TASK BRIEF - All entries below must be given again word for word.

ENTRIES PROVIDED Block Start

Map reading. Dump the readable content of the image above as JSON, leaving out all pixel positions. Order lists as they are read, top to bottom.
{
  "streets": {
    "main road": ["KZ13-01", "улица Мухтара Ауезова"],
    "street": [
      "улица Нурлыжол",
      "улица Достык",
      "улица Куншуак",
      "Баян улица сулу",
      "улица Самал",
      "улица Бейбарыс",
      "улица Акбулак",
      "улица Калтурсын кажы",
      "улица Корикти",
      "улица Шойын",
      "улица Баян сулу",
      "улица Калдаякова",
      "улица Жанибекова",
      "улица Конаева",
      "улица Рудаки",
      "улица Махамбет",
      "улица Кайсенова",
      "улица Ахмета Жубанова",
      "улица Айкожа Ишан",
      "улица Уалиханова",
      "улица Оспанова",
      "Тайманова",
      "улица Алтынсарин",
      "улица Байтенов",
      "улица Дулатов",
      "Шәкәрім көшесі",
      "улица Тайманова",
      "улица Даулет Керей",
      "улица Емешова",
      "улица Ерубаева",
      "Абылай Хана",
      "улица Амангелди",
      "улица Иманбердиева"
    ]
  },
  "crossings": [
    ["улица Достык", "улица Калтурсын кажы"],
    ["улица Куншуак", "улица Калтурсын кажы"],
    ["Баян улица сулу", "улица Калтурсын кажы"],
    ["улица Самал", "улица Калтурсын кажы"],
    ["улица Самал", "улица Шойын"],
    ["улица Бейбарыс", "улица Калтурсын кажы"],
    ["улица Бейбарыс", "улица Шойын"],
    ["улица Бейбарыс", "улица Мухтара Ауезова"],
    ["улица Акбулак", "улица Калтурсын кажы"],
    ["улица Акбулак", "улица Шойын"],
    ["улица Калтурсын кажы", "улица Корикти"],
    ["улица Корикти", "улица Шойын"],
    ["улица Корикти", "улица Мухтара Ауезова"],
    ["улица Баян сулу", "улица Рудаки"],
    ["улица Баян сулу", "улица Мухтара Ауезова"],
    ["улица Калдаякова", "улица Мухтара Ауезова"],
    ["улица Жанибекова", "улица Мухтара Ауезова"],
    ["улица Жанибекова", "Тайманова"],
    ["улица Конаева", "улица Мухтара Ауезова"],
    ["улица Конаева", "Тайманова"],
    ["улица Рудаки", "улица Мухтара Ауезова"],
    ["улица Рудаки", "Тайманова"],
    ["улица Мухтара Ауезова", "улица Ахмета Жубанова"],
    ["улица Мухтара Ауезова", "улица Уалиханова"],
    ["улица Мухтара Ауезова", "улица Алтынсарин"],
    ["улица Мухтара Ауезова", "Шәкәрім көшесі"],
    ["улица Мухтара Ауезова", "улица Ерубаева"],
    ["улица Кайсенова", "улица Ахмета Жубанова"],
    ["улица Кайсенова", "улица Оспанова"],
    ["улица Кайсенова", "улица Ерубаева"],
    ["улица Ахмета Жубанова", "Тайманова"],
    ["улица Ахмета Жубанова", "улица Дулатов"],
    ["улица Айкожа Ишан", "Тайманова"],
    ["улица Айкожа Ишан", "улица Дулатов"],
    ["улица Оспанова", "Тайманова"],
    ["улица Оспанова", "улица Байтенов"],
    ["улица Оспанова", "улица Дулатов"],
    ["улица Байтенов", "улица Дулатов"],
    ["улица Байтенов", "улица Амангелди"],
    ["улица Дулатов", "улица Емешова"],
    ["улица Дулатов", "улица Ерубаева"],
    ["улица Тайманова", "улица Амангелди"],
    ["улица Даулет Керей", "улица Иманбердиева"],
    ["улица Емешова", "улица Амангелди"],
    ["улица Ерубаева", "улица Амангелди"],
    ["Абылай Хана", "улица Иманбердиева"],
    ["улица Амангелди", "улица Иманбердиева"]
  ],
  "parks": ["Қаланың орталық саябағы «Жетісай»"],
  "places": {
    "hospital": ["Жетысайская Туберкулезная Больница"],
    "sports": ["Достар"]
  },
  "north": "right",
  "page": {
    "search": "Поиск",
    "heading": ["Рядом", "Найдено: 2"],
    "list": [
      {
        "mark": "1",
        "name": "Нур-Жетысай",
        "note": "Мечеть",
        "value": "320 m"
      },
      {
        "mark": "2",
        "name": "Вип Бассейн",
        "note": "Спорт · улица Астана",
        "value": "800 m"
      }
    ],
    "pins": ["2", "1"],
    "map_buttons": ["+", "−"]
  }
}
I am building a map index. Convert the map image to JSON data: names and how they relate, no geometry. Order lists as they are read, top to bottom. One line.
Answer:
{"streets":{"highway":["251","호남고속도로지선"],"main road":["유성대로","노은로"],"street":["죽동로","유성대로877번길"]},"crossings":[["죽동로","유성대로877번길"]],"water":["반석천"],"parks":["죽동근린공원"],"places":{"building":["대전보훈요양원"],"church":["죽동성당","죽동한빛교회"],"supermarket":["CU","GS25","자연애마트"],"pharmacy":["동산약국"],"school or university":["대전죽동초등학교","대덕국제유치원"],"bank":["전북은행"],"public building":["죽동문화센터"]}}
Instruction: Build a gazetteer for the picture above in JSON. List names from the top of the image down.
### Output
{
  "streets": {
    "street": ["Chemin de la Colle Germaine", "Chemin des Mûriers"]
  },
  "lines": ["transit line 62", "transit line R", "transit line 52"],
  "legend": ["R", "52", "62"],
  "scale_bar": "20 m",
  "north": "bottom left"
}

ENTRIES PROVIDED Block End

ANSWER SECTION -
Map reading. Dump the readable content of the image above as JSON, leaving out all pixel positions. Order lists as they are read, top to bottom.
{
  "streets": {
    "main road": ["KZ13-01", "улица Мухтара Ауезова"],
    "street": [
      "улица Нурлыжол",
      "улица Достык",
      "улица Куншуак",
      "Баян улица сулу",
      "улица Самал",
      "улица Бейбарыс",
      "улица Акбулак",
      "улица Калтурсын кажы",
      "улица Корикти",
      "улица Шойын",
      "улица Баян сулу",
      "улица Калдаякова",
      "улица Жанибекова",
      "улица Конаева",
      "улица Рудаки",
      "улица Махамбет",
      "улица Кайсенова",
      "улица Ахмета Жубанова",
      "улица Айкожа Ишан",
      "улица Уалиханова",
      "улица Оспанова",
      "Тайманова",
      "улица Алтынсарин",
      "улица Байтенов",
      "улица Дулатов",
      "Шәкәрім көшесі",
      "улица Тайманова",
      "улица Даулет Керей",
      "улица Емешова",
      "улица Ерубаева",
      "Абылай Хана",
      "улица Амангелди",
      "улица Иманбердиева"
    ]
  },
  "crossings": [
    ["улица Достык", "улица Калтурсын кажы"],
    ["улица Куншуак", "улица Калтурсын кажы"],
    ["Баян улица сулу", "улица Калтурсын кажы"],
    ["улица Самал", "улица Калтурсын кажы"],
    ["улица Самал", "улица Шойын"],
    ["улица Бейбарыс", "улица Калтурсын кажы"],
    ["улица Бейбарыс", "улица Шойын"],
    ["улица Бейбарыс", "улица Мухтара Ауезова"],
    ["улица Акбулак", "улица Калтурсын кажы"],
    ["улица Акбулак", "улица Шойын"],
    ["улица Калтурсын кажы", "улица Корикти"],
    ["улица Корикти", "улица Шойын"],
    ["улица Корикти", "улица Мухтара Ауезова"],
    ["улица Баян сулу", "улица Рудаки"],
    ["улица Баян сулу", "улица Мухтара Ауезова"],
    ["улица Калдаякова", "улица Мухтара Ауезова"],
    ["улица Жанибекова", "улица Мухтара Ауезова"],
    ["улица Жанибекова", "Тайманова"],
    ["улица Конаева", "улица Мухтара Ауезова"],
    ["улица Конаева", "Тайманова"],
    ["улица Рудаки", "улица Мухтара Ауезова"],
    ["улица Рудаки", "Тайманова"],
    ["улица Мухтара Ауезова", "улица Ахмета Жубанова"],
    ["улица Мухтара Ауезова", "улица Уалиханова"],
    ["улица Мухтара Ауезова", "улица Алтынсарин"],
    ["улица Мухтара Ауезова", "Шәкәрім көшесі"],
    ["улица Мухтара Ауезова", "улица Ерубаева"],
    ["улица Кайсенова", "улица Ахмета Жубанова"],
    ["улица Кайсенова", "улица Оспанова"],
    ["улица Кайсенова", "улица Ерубаева"],
    ["улица Ахмета Жубанова", "Тайманова"],
    ["улица Ахмета Жубанова", "улица Дулатов"],
    ["улица Айкожа Ишан", "Тайманова"],
    ["улица Айкожа Ишан", "улица Дулатов"],
    ["улица Оспанова", "Тайманова"],
    ["улица Оспанова", "улица Байтенов"],
    ["улица Оспанова", "улица Дулатов"],
    ["улица Байтенов", "улица Дулатов"],
    ["улица Байтенов", "улица Амангелди"],
    ["улица Дулатов", "улица Емешова"],
    ["улица Дулатов", "улица Ерубаева"],
    ["улица Тайманова", "улица Амангелди"],
    ["улица Даулет Керей", "улица Иманбердиева"],
    ["улица Емешова", "улица Амангелди"],
    ["улица Ерубаева", "улица Амангелди"],
    ["Абылай Хана", "улица Иманбердиева"],
    ["улица Амангелди", "улица Иманбердиева"]
  ],
  "parks": ["Қаланың орталық саябағы «Жетісай»"],
  "places": {
    "hospital": ["Жетысайская Туберкулезная Больница"],
    "sports": ["Достар"]
  },
  "north": "right",
  "page": {
    "search": "Поиск",
    "heading": ["Рядом", "Найдено: 2"],
    "list": [
      {
        "mark": "1",
        "name": "Нур-Жетысай",
        "note": "Мечеть",
        "value": "320 m"
      },
      {
        "mark": "2",
        "name": "Вип Бассейн",
        "note": "Спорт · улица Астана",
        "value": "800 m"
      }
    ],
    "pins": ["2", "1"],
    "map_buttons": ["+", "−"]
  }
}
I am building a map index. Convert the map image to JSON data: names and how they relate, no geometry. Order lists as they are read, top to bottom. One line.
Answer:
{"streets":{"highway":["251","호남고속도로지선"],"main road":["유성대로","노은로"],"street":["죽동로","유성대로877번길"]},"crossings":[["죽동로","유성대로877번길"]],"water":["반석천"],"parks":["죽동근린공원"],"places":{"building":["대전보훈요양원"],"church":["죽동성당","죽동한빛교회"],"supermarket":["CU","GS25","자연애마트"],"pharmacy":["동산약국"],"school or university":["대전죽동초등학교","대덕국제유치원"],"bank":["전북은행"],"public building":["죽동문화센터"]}}
Instruction: Build a gazetteer for the picture above in JSON. List names from the top of the image down.
### Output
{
  "streets": {
    "street": ["Chemin de la Colle Germaine", "Chemin des Mûriers"]
  },
  "lines": ["transit line 62", "transit line R", "transit line 52"],
  "legend": ["R", "52", "62"],
  "scale_bar": "20 m",
  "north": "bottom left"
}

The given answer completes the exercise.